> Information supplied:
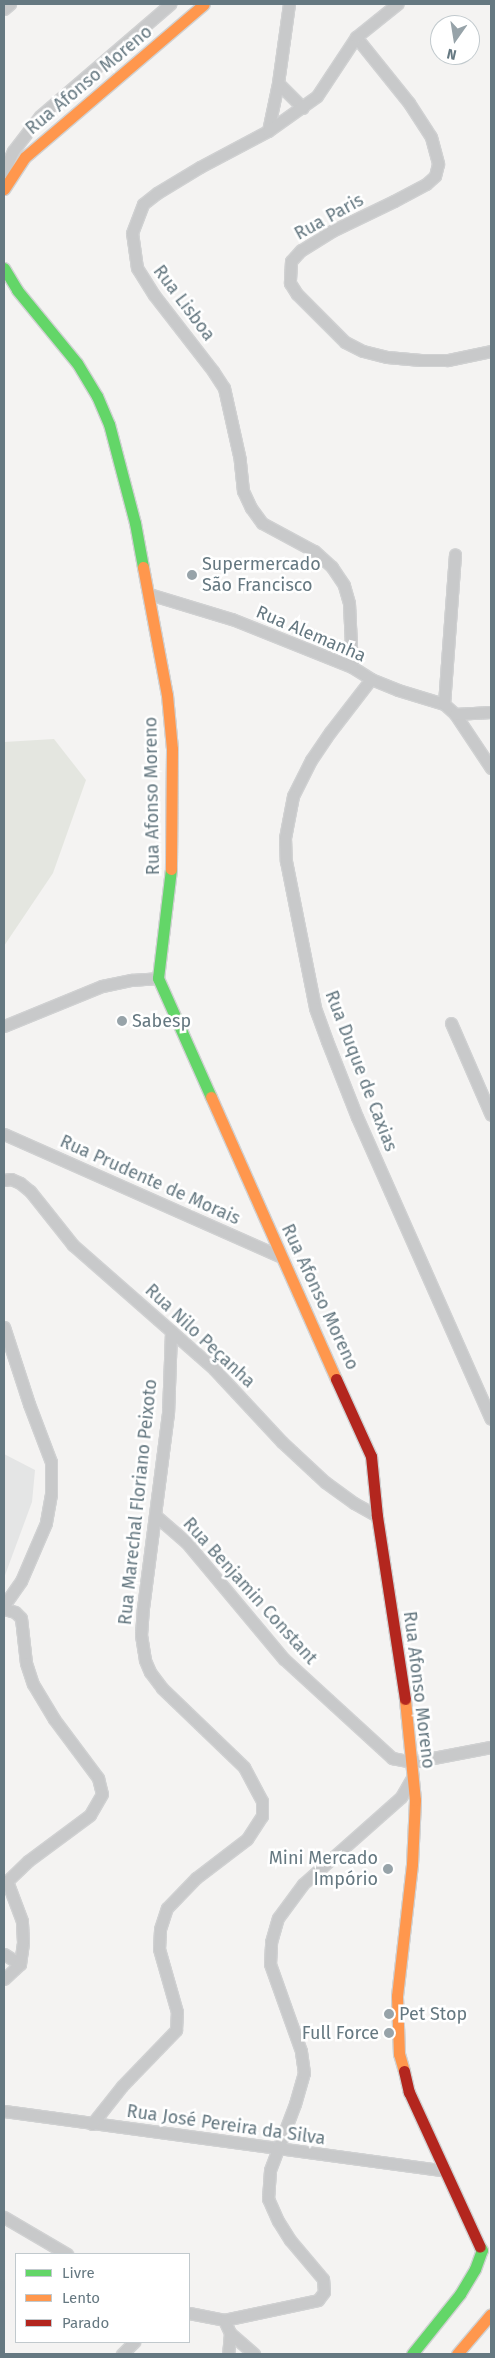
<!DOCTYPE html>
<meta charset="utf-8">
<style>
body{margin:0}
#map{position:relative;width:495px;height:2358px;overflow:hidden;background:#f4f3f2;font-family:"Fira Sans",sans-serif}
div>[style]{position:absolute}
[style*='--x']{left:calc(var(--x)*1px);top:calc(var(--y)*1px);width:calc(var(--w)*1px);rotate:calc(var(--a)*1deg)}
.built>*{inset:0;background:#e4e5e5}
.green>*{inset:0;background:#e4e6e0}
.roads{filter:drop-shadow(1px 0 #d0d1d2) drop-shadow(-1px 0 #d0d1d2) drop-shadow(0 1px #d0d1d2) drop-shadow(0 -1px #d0d1d2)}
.street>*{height:11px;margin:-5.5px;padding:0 5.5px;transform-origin:5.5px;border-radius:5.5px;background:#c8c9ca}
.fast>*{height:11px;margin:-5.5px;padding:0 5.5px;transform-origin:5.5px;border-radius:5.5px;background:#63d668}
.slow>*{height:11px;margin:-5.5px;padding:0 5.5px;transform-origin:5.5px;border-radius:5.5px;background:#ff974d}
.jam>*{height:11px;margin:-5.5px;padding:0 5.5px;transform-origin:5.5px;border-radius:5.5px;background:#b3261e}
.dots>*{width:14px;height:14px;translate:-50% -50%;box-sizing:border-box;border:2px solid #fff;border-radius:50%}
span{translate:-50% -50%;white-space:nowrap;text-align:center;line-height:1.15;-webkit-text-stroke:5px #fff;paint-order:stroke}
.street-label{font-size:18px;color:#657881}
.poi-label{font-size:18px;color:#657881}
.left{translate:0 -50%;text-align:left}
.right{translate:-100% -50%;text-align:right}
.frame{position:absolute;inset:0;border:5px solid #657881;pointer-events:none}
.legend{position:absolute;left:15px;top:2253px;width:175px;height:90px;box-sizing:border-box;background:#fff;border:1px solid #c1c9cd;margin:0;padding:6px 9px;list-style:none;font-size:15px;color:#657881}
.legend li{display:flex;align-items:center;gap:10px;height:25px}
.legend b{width:25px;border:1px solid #c1c9cd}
.north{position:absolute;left:430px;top:15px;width:50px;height:50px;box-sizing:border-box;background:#fff;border:1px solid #c1c9cd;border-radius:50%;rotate:193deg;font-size:14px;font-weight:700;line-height:20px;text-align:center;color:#657881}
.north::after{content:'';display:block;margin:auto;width:18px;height:22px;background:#97a3a9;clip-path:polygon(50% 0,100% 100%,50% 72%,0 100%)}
</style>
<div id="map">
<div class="built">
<div style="clip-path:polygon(4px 1454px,35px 1470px,32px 1502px,4px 1578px)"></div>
</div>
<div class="green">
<div style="clip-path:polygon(54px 739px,86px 780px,53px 873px,4px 946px,4px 742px)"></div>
</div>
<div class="roads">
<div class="street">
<div style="--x:4;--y:9;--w:8;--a:-40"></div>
<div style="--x:356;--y:37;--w:85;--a:51.2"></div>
<div style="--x:409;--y:103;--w:40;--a:57.1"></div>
<div style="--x:431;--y:137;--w:28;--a:75"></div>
<div style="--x:438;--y:164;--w:12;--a:104"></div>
<div style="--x:435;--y:176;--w:12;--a:138"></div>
<div style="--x:426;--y:184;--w:36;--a:152"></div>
<div style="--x:394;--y:201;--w:69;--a:154.2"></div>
<div style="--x:332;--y:231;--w:36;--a:148"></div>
<div style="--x:301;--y:250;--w:15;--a:132"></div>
<div style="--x:291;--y:261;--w:22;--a:93"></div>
<div style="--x:290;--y:283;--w:13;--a:58"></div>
<div style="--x:297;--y:294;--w:68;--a:45"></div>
<div style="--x:345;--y:342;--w:20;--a:27"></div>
<div style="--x:363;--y:351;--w:25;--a:14"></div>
<div style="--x:387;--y:357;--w:34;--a:5"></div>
<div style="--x:421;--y:360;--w:27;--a:0"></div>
<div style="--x:448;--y:360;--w:44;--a:-11.8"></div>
<div style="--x:278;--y:83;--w:35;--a:45"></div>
<div style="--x:268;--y:131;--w:49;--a:-78.2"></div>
<div style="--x:278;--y:83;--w:80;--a:-82.1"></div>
<div style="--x:4;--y:171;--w:22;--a:-66"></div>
<div style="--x:13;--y:151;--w:44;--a:-52.4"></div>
<div style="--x:40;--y:116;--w:172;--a:-40.7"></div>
<div style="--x:149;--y:594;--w:87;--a:16.8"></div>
<div style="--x:232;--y:619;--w:129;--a:21.8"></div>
<div style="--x:352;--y:667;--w:22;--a:32"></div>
<div style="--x:371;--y:679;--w:29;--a:22"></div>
<div style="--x:398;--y:690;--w:48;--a:16.9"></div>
<div style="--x:444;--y:704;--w:15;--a:42"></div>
<div style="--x:455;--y:714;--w:65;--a:56.3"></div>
<div style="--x:352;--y:667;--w:64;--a:-92.7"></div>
<div style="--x:349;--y:603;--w:19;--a:-106"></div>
<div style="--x:344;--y:585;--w:22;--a:-124"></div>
<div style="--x:332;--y:567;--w:24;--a:-138"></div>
<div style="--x:314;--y:551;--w:59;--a:-151.7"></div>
<div style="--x:262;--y:523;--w:19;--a:-126"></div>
<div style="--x:251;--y:508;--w:19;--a:-115"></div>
<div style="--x:243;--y:491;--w:31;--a:-96"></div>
<div style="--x:240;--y:460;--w:74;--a:-102.5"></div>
<div style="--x:224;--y:388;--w:20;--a:-123"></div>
<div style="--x:213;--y:371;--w:96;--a:-127.8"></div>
<div style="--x:154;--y:295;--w:32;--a:-122"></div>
<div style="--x:137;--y:268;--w:35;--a:-98"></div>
<div style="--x:132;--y:233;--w:31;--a:-69"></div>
<div style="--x:143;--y:204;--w:18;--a:-38"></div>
<div style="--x:157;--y:193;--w:50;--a:-31.2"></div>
<div style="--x:200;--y:167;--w:77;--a:-27.9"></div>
<div style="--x:268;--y:131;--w:60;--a:-35.5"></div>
<div style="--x:317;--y:96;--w:71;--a:-56.5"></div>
<div style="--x:356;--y:37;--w:53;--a:-38.8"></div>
<div style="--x:371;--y:679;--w:67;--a:127.7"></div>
<div style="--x:330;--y:732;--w:34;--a:124"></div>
<div style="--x:311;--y:760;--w:40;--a:116.6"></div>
<div style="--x:293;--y:796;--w:43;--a:100.8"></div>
<div style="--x:285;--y:838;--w:23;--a:88"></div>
<div style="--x:286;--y:861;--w:150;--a:78.8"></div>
<div style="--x:315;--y:1008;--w:35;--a:70"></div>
<div style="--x:327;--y:1041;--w:82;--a:68.5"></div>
<div style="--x:357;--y:1117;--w:330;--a:66.1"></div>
<div style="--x:444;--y:704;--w:150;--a:-85.8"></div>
<div style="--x:455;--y:714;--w:36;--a:-3"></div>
<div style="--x:451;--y:1023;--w:100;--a:66.5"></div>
<div style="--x:4;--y:1026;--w:106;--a:-22.2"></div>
<div style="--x:102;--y:986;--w:30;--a:-12"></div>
<div style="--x:131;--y:980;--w:27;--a:-4"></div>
<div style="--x:4;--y:1134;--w:303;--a:23.9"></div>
<div style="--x:4;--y:1180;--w:7;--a:-8"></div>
<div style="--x:11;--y:1179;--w:10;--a:24"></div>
<div style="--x:20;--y:1183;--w:13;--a:39"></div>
<div style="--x:30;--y:1191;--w:69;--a:51.5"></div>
<div style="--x:73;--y:1245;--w:188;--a:41.3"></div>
<div style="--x:214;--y:1369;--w:100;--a:47"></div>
<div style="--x:282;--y:1442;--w:59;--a:42.9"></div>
<div style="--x:325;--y:1482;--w:36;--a:36"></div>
<div style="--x:354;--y:1503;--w:26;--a:29"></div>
<div style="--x:4;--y:1327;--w:81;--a:72"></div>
<div style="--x:29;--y:1404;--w:62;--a:69.2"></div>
<div style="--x:51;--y:1462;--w:32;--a:90"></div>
<div style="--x:51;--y:1494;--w:29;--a:100"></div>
<div style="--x:46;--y:1523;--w:63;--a:113.3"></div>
<div style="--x:21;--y:1581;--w:29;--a:125"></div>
<div style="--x:156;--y:1516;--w:40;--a:41"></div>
<div style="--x:186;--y:1542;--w:153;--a:50.1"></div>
<div style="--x:284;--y:1659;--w:147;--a:42.5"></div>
<div style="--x:392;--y:1758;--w:20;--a:11"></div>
<div style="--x:412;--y:1762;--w:80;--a:-10.8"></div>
<div style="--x:4;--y:1609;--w:11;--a:15"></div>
<div style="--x:15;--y:1612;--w:8;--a:45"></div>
<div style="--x:21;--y:1618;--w:45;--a:83.7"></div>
<div style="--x:26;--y:1663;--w:22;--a:72"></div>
<div style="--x:33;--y:1684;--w:41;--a:59"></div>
<div style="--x:54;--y:1719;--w:74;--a:53.3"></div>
<div style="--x:98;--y:1778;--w:16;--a:76"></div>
<div style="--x:102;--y:1794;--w:24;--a:120"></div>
<div style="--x:90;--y:1815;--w:77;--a:143.4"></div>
<div style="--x:28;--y:1861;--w:29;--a:136"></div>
<div style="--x:4;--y:1954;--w:19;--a:32"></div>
<div style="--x:4;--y:1979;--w:22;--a:-43"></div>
<div style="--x:20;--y:1964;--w:22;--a:-82"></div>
<div style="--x:23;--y:1942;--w:21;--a:-93"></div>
<div style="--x:22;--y:1921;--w:43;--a:-110.6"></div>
<div style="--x:4;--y:2111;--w:445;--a:7.7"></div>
<div style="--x:92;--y:2124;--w:48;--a:-51.7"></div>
<div style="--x:122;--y:2086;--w:78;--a:-46"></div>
<div style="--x:176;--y:2030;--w:18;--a:-87"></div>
<div style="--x:177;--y:2012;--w:66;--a:-105.9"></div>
<div style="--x:159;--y:1949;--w:20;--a:-87"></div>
<div style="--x:160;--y:1929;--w:22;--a:-72"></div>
<div style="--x:167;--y:1908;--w:42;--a:-46"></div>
<div style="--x:196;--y:1878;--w:64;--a:-37.4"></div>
<div style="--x:247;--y:1839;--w:27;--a:-57"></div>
<div style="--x:262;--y:1816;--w:15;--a:-90"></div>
<div style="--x:262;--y:1801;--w:38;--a:-118"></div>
<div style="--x:244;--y:1767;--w:114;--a:-136.1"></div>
<div style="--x:162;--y:1688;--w:20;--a:-127"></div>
<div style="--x:150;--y:1672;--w:13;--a:-113"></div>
<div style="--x:145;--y:1660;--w:25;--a:-99"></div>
<div style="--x:141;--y:1635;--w:27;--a:-86"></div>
<div style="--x:143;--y:1608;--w:196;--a:-82.7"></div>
<div style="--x:168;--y:1414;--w:83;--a:-87.9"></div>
<div style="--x:4;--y:2217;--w:73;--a:30.4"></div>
<div style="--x:189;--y:2313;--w:36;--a:11"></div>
<div style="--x:224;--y:2320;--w:96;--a:-12"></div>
<div style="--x:318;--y:2300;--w:10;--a:-53"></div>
<div style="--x:324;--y:2292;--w:13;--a:-94"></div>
<div style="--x:323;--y:2279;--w:51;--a:-130.2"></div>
<div style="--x:290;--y:2240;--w:22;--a:-122"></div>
<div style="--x:278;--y:2221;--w:24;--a:-114"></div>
<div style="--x:268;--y:2199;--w:29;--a:-86"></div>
<div style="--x:270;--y:2170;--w:71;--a:-69.3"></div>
<div style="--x:295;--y:2104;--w:32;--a:-74"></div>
<div style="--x:304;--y:2073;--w:22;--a:-98"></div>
<div style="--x:301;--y:2051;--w:92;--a:-109.6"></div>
<div style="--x:270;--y:1964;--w:22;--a:-87"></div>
<div style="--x:271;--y:1942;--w:25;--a:-74"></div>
<div style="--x:278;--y:1918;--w:42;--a:-53.7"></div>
<div style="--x:303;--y:1884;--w:131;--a:-41.6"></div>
<div style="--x:401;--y:1797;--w:24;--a:-60"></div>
<div style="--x:224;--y:2320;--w:14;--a:65"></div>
<div style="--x:230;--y:2333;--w:21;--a:95"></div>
<div style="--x:230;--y:2333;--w:32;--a:41"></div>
<div style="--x:122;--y:2354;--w:17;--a:-45"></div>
</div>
<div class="fast">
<div style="--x:4;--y:268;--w:26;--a:59"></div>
<div style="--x:17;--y:290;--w:94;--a:50.6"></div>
<div style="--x:77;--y:363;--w:39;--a:59"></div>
<div style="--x:97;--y:396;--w:30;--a:67"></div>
<div style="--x:109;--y:424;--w:102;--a:75.3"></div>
<div style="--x:135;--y:523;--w:45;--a:79.7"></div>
<div style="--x:171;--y:869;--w:110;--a:96.8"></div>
<div style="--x:158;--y:978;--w:130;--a:66"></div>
<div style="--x:412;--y:2354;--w:77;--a:-51.3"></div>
<div style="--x:460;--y:2294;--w:29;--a:-59"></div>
<div style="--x:475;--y:2269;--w:20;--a:-70"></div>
<div style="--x:482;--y:2250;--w:4;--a:-124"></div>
</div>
<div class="slow">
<div style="--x:4;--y:189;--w:38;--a:-57"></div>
<div style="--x:25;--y:157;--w:235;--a:-40.5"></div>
<div style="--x:143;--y:567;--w:130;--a:79.4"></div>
<div style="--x:167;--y:695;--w:54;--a:84.7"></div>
<div style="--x:172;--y:749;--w:120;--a:90.5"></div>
<div style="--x:211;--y:1097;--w:308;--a:66.1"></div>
<div style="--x:404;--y:2071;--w:18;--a:-106"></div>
<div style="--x:399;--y:2054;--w:58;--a:-92"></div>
<div style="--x:397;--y:1996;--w:133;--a:-83.5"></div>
<div style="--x:412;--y:1864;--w:64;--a:-87.3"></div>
<div style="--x:415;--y:1800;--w:101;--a:-95.7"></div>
<div style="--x:457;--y:2354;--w:52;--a:-49.6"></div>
</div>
<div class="jam">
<div style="--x:336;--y:1379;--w:85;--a:65.6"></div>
<div style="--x:371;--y:1456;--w:60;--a:84.3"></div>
<div style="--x:377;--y:1516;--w:185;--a:81.3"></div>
<div style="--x:404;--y:2071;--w:22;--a:77"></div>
<div style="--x:409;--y:2092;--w:170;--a:65.4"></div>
</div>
</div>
<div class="dots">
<div style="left:192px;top:575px;background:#97a3a9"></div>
<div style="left:122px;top:1021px;background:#97a3a9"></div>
<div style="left:388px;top:1869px;background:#97a3a9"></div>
<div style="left:389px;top:2014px;background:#97a3a9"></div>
<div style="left:389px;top:2033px;background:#97a3a9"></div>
</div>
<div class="street-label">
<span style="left:89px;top:80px;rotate:-40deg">Rua Afonso Moreno</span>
<span style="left:329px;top:217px;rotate:-29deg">Rua Paris</span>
<span style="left:184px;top:303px;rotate:53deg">Rua Lisboa</span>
<span style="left:311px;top:634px;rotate:23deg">Rua Alemanha</span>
<span style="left:152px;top:796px;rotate:-91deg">Rua Afonso Moreno</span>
<span style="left:361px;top:1071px;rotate:69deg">Rua Duque de Caxias</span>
<span style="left:150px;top:1180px;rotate:24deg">Rua Prudente de Morais</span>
<span style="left:320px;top:1297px;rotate:65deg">Rua Afonso Moreno</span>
<span style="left:200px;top:1336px;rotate:43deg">Rua Nilo Peçanha</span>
<span style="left:138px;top:1502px;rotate:-84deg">Rua Marechal Floriano Peixoto</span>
<span style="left:250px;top:1591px;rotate:48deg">Rua Benjamin Constant</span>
<span style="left:419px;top:1690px;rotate:83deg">Rua Afonso Moreno</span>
<span style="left:226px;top:2125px;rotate:8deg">Rua José Pereira da Silva</span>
</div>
<div class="poi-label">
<span class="left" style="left:202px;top:575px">Supermercado<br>São Francisco</span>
<span class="left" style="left:132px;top:1021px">Sabesp</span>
<span class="right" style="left:378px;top:1869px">Mini Mercado<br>Impório</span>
<span class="left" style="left:399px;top:2014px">Pet Stop</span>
<span class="right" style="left:379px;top:2033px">Full Force</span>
</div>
<div class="frame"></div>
<ul class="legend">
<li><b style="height:6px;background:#63d668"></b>Livre</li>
<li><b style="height:6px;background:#ff974d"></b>Lento</li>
<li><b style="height:6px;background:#b3261e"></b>Parado</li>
</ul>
<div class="north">N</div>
</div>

> Problem to solve: Return every line of the entries above that the string "roads" appears in.

> Answer for this exercise:
.roads{filter:drop-shadow(1px 0 #d0d1d2) drop-shadow(-1px 0 #d0d1d2) drop-shadow(0 1px #d0d1d2) drop-shadow(0 -1px #d0d1d2)}
<div class="roads">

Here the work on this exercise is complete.